L’application en droit interne comporte des spécificités : protection administrative et juridique par l’OFPRA (carte de résident de 10 ans, un an pour la protection subsidiaire, etc.) ; libertés publiques (liberté de circulation, liberté d’opinion et d’expression, pas d’obligation de réserve, liberté religieuse, syndicale et d’association, etc.) ; les droits économiques et sociaux (doits au travail, protection sociale, etc.).

Des garanties sont prévues en cas de renvoi : exigence d’une décision rendue selon une procédure prévue par la loi, décision motivée, respect de l’art. 3 de la Cour européenne des droits de l’homme (CEDH), pas de renvoi durant la procédure de demande d’asile.

On doit encore souligner le caractère substitutif de la protection et recognitif de la qualité de réfugié.

 

II.   L’OCTROI DE L’ASILE

2.1. Les motifs de persécution

Selon l’article L 711-1 du CESEDA, la qualité de réfugié est reconnue à toute personne « craignant avec raison » d’être persécutée du fait de sa race, de sa religion, de ses opinions politiques, de sa nationalité, de son appartenance à une certain groupe social et qui ne peut ou, du fait de cette crainte, ne veut se réclamer de la protection de ce pays. La protection cesse avec la crainte, sauf cas d’exceptionnelle gravité. Le transfert de la protection d’un pays à l’autre est possible sous conditions.

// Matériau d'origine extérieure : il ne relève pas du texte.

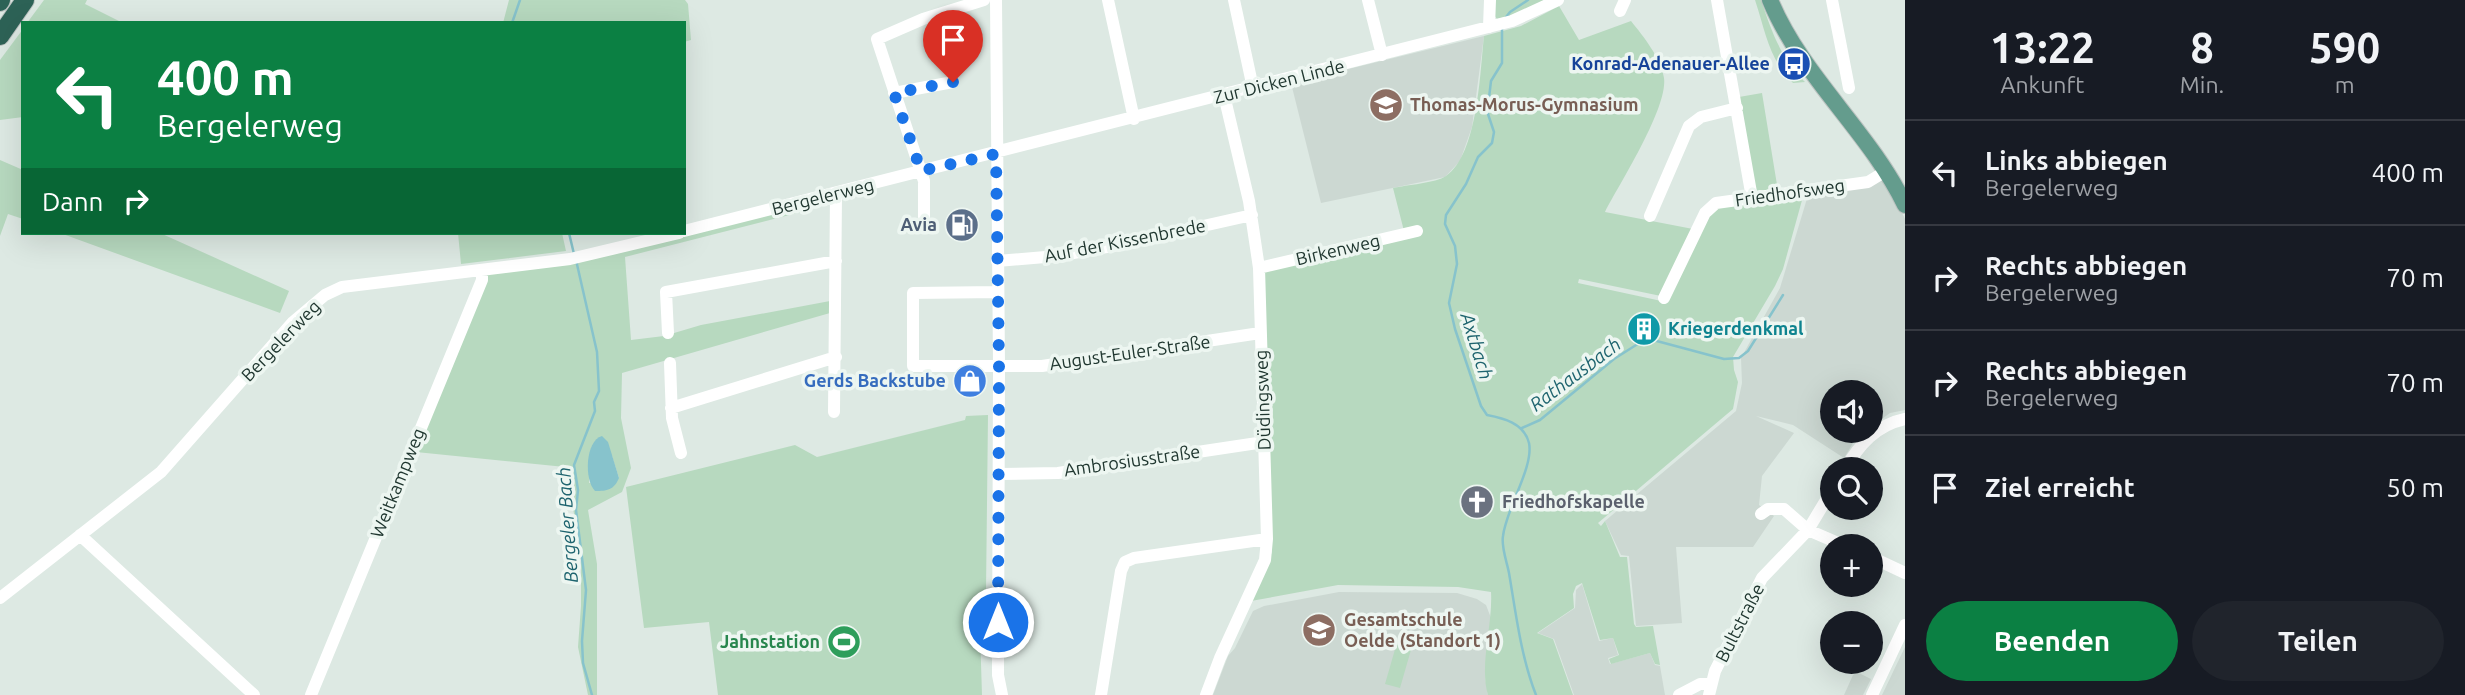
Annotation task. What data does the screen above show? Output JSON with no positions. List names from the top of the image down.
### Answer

Il faut d’abord préciser la notion de persécution : avoir quitté le pays et ne pouvoir se réclamer de sa protection ; la qualité de réfugié se reconnaît et ne s’octroie pas ; elle a un caractère personnel (la situation générale grave ne suffit pas) et d’une certaine gravité. Les craintes doivent être actuelles comme les  risques encourus.

* L’action en faveur de la liberté de l’asile constitutionnel

Il est d’origine révolutionnaire (Anacharsis Cloots, Thomas Peine, députés à la Convention). a Constitution de l’An I le prévoit, comme le 4e  alinéa du Préambule de la constitution de 1946 et l’article 53-1 de la constitution (avec passage du droit de la personne au droit de l’État). Il traduit une conception solennelle et politique extensive du droit d’asile quand bien même l’application de la Convention de Genève reste dominante.

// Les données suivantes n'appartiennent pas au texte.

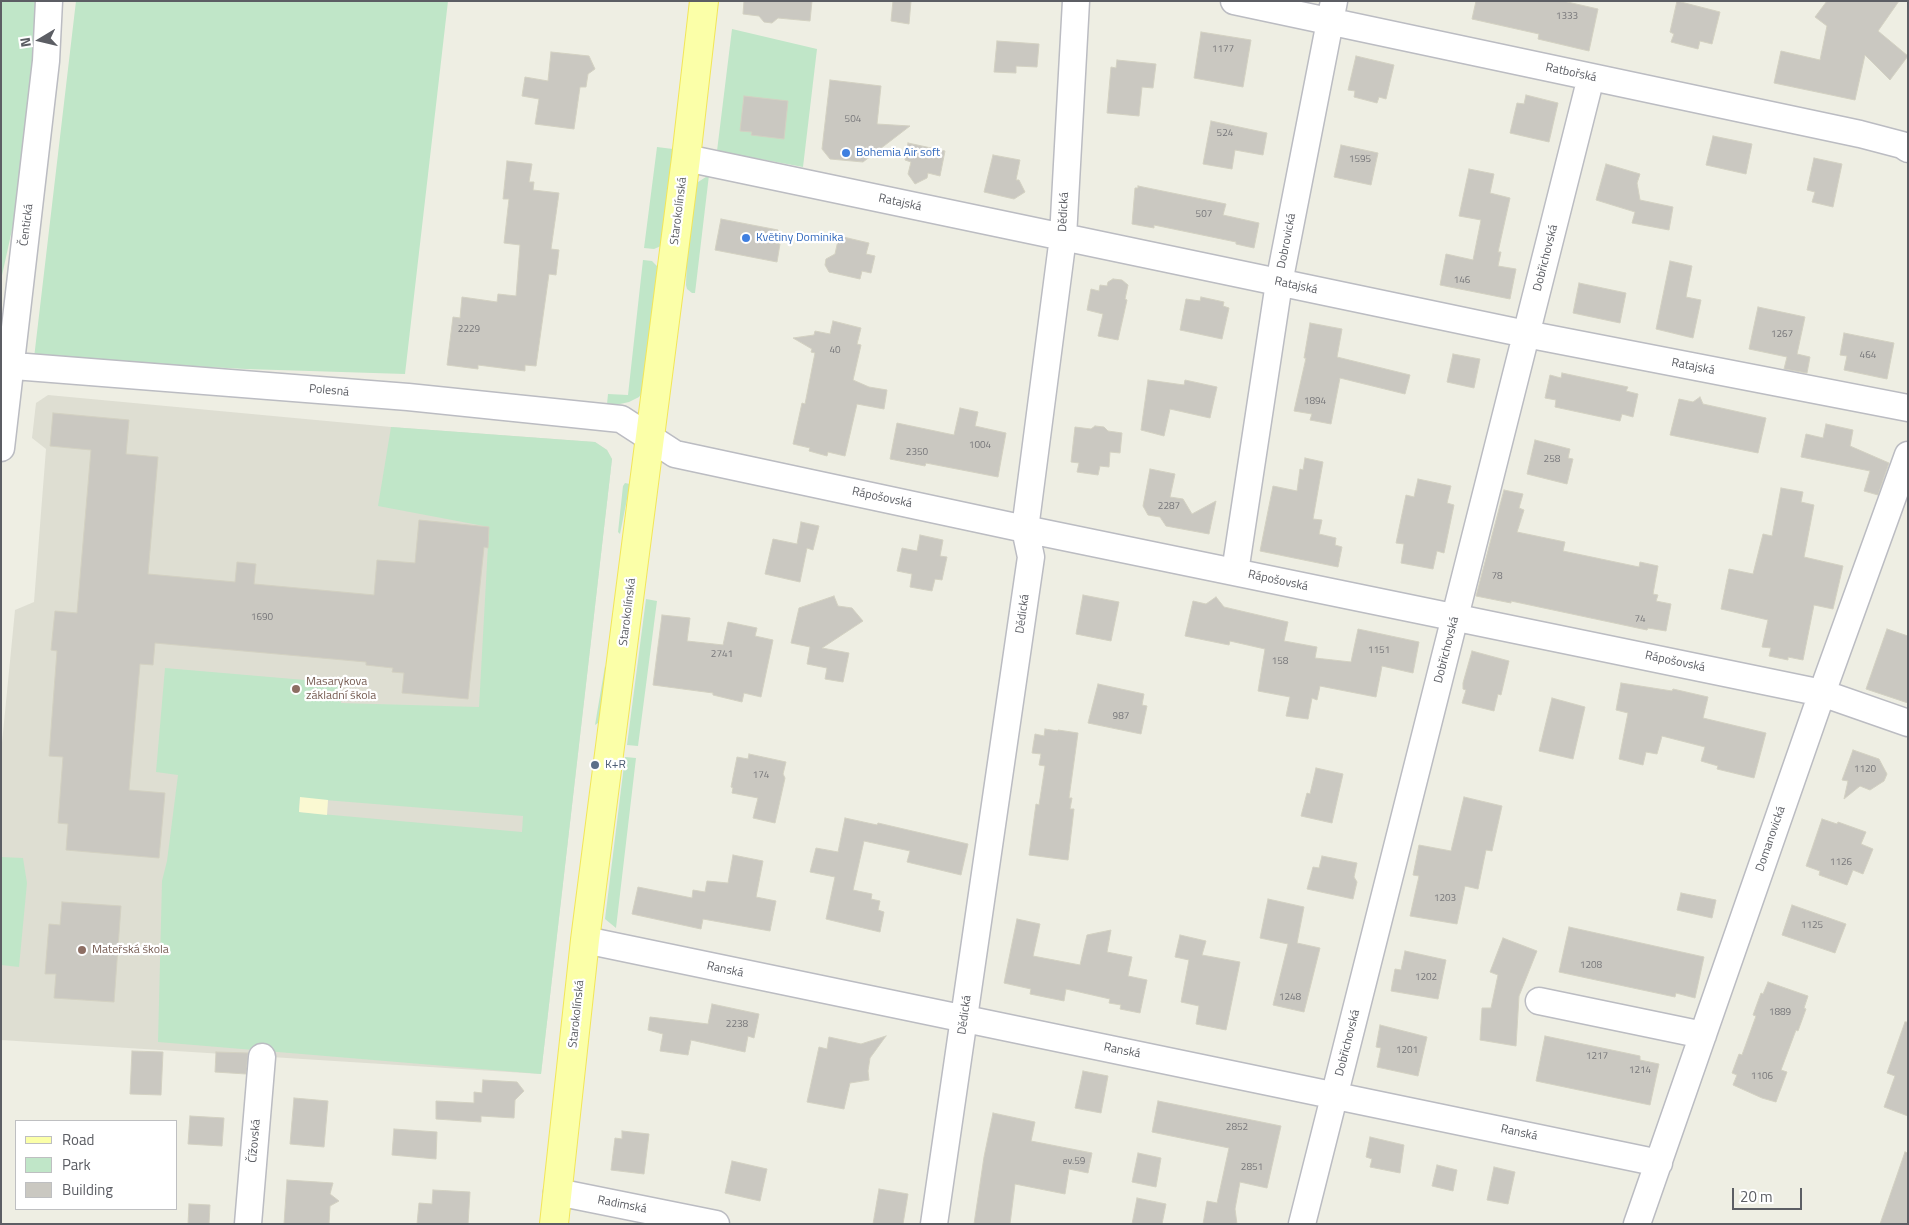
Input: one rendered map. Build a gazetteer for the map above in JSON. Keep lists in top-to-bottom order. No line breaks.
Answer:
{"streets":{"main road":["Starokolínská"],"street":["Ratbořská","Ratajská","Dědická","Čentická","Dobrovická","Dobřichovská","Polesná","Rápošovská","Domanovická","Ranská","Čížovská","Radimská"]},"crossings":[["Ratbořská","Dobrovická"],["Ratbořská","Dobřichovská"],["Ratajská","Starokolínská"],["Ratajská","Dědická"],["Ratajská","Dobrovická"],["Ratajská","Dobřichovská"],["Starokolínská","Polesná"],["Starokolínská","Rápošovská"],["Starokolínská","Ranská"],["Starokolínská","Radimská"],["Dědická","Rápošovská"],["Dědická","Ranská"],["Čentická","Polesná"],["Dobrovická","Rápošovská"],["Dobřichovská","Rápošovská"],["Dobřichovská","Ranská"],["Polesná","Rápošovská"],["Rápošovská","Domanovická"],["Domanovická","Ranská"]],"places":["Bohemia Air soft","Květiny Dominika","Masarykova základní škola","K+R","Mateřská škola"],"house_numbers":["1333","1177","504","524","1595","507","146","2229","1267","40","464","1894","1004","2350","258","2287","78","1690","74","1151","2741","158","987","1120","174","1126","1203","1125","1208","1202","1248","1889","2238","1201","1217","1214","1106","2852","ev.59","2851"],"legend":["Road","Park","Building"],"scale_bar":"20 m","north":"left"}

Il a été reconnu à un militant algérien du RDC, à un peintre bangladais, à un réalisateur de télévision algérienne, à une Afghane transgressive ; il a été refusé à un membre du comité central du PKK.

* Les motifs de crainte de persécution au sens de la convention de Genève

Les critères de la reconnaissance sont les suivants.

les opinions politiques contestées par les autorités qu’il y ait manifestation ou non, réelles ou supposées (elles peuvent être seulement imputées, CE Beltaïfa). Les formes militantes peuvent être diverses ; les motifs de conscience peuvent être pris en compte.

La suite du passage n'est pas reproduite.